### TASK PROMPT
From the first line of the listing below, retype each line up to and including the one with "transform-origin:5px; border-radius:5px; background:#f5eacf"; pictures stay out.
*** INFORMATION ***
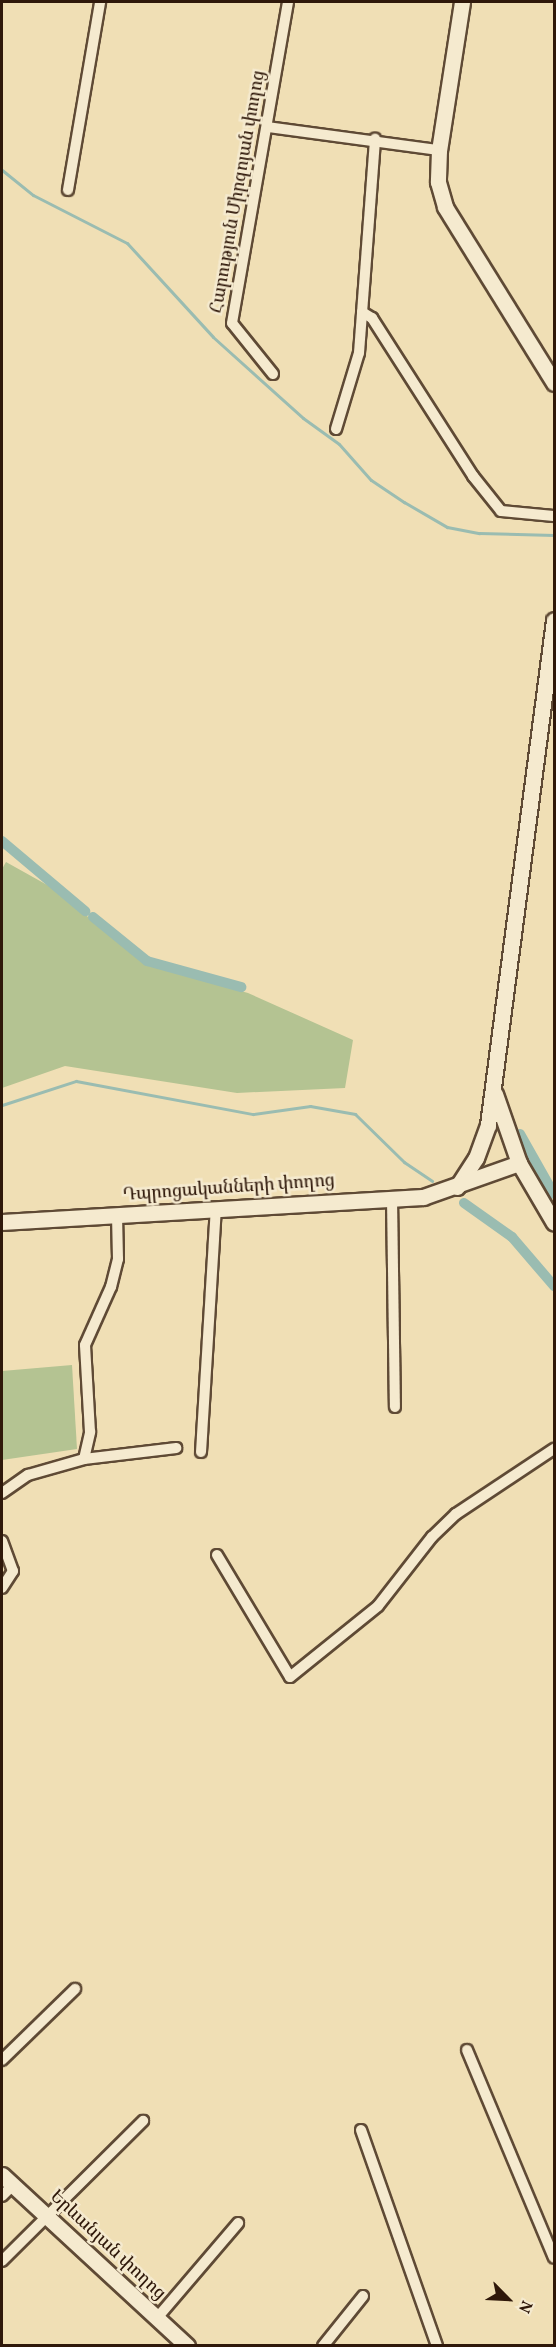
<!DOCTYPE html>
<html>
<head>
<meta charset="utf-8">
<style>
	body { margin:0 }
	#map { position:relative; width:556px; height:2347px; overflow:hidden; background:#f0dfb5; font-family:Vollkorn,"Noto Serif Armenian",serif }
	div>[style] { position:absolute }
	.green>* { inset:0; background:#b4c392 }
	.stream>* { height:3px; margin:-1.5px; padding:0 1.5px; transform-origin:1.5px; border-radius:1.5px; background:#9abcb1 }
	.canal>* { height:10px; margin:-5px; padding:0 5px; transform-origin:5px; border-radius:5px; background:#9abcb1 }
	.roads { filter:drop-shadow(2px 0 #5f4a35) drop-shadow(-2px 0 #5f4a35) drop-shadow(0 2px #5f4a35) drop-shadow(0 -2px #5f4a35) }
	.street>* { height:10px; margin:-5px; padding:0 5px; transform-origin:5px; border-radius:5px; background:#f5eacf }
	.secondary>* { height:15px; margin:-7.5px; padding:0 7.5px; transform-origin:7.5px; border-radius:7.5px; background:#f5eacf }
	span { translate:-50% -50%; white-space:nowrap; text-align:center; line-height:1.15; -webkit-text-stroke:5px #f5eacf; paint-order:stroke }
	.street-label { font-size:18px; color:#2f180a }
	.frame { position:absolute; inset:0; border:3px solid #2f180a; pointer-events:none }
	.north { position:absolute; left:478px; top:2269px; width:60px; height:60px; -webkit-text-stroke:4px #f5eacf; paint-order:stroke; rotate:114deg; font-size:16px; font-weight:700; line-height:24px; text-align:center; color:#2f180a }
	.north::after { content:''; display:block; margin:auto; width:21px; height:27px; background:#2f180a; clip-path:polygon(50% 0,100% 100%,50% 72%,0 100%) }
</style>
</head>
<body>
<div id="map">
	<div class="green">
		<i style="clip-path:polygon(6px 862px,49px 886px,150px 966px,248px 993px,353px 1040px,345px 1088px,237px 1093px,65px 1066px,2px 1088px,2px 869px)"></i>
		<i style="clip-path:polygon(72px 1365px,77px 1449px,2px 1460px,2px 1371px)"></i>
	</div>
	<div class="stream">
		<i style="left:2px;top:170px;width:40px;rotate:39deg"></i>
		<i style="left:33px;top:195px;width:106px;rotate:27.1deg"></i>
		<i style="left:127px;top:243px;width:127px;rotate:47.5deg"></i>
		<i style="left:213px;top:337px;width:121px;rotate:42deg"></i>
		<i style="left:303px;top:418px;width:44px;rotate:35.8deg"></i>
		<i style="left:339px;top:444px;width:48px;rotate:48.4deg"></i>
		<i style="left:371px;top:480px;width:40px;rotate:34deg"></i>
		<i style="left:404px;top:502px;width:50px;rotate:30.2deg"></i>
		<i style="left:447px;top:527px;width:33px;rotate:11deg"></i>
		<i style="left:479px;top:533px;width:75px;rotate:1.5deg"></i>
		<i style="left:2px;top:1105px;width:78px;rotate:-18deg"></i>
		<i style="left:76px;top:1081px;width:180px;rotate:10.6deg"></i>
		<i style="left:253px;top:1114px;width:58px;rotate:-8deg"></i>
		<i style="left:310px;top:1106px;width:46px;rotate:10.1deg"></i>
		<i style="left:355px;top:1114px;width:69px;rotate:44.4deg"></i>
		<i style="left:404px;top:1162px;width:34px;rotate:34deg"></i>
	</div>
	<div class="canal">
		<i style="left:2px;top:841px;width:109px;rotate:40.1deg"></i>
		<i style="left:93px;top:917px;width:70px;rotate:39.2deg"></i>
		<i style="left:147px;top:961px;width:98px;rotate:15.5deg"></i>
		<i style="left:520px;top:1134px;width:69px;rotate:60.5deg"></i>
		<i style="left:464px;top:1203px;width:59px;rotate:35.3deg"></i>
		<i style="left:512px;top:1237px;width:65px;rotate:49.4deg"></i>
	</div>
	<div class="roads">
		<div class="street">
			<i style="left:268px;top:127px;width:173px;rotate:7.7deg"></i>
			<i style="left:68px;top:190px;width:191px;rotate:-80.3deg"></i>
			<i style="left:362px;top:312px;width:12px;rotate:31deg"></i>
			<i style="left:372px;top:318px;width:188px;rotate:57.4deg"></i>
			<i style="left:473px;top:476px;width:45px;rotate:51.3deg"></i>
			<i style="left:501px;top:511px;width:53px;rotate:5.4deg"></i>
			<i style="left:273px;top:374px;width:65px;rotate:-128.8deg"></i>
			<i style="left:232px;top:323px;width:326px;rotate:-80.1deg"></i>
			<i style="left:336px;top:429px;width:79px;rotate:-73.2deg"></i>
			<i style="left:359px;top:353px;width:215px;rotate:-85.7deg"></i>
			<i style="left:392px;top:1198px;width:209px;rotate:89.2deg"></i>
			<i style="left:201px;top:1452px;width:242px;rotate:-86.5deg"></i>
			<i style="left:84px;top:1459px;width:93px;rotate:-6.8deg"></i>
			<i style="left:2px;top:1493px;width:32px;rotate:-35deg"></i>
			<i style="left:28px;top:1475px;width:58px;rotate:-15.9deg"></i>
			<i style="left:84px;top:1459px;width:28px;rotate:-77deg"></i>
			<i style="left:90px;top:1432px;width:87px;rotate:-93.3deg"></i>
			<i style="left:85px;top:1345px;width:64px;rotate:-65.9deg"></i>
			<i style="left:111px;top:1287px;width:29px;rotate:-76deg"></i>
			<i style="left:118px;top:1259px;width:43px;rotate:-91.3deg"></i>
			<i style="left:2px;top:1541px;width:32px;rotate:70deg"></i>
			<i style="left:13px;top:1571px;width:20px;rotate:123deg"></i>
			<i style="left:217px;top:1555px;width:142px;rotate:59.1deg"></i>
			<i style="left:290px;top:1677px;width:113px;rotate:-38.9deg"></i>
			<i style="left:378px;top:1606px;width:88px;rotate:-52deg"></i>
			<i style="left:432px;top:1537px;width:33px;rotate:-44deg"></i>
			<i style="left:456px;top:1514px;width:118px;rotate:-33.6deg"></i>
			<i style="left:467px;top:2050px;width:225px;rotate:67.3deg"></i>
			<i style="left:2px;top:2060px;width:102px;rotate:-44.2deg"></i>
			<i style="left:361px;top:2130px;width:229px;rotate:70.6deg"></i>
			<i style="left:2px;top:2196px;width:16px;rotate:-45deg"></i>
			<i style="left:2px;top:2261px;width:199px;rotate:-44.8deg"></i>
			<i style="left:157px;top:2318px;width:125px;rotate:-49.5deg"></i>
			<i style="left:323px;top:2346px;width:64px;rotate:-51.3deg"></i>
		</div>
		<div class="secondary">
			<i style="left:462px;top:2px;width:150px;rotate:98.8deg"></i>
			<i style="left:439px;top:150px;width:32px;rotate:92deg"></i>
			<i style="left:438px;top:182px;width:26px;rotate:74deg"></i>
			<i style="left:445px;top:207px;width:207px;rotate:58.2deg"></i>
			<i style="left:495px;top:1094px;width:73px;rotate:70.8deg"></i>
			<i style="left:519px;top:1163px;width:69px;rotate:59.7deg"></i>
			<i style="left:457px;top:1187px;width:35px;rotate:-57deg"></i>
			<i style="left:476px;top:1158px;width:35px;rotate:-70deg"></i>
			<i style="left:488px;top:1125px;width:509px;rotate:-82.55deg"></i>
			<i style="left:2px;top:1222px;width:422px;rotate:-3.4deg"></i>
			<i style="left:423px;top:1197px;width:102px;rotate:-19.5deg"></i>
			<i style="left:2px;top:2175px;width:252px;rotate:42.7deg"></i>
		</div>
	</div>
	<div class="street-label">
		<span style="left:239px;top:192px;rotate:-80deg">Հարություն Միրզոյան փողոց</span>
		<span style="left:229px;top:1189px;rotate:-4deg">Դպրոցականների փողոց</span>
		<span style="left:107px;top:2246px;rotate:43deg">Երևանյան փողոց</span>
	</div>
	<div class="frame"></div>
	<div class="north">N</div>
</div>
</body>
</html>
*** End of INFORMATION ***
### SOLUTION
<!DOCTYPE html>
<html>
<head>
<meta charset="utf-8">
<style>
	body { margin:0 }
	#map { position:relative; width:556px; height:2347px; overflow:hidden; background:#f0dfb5; font-family:Vollkorn,"Noto Serif Armenian",serif }
	div>[style] { position:absolute }
	.green>* { inset:0; background:#b4c392 }
	.stream>* { height:3px; margin:-1.5px; padding:0 1.5px; transform-origin:1.5px; border-radius:1.5px; background:#9abcb1 }
	.canal>* { height:10px; margin:-5px; padding:0 5px; transform-origin:5px; border-radius:5px; background:#9abcb1 }
	.roads { filter:drop-shadow(2px 0 #5f4a35) drop-shadow(-2px 0 #5f4a35) drop-shadow(0 2px #5f4a35) drop-shadow(0 -2px #5f4a35) }
	.street>* { height:10px; margin:-5px; padding:0 5px; transform-origin:5px; border-radius:5px; background:#f5eacf }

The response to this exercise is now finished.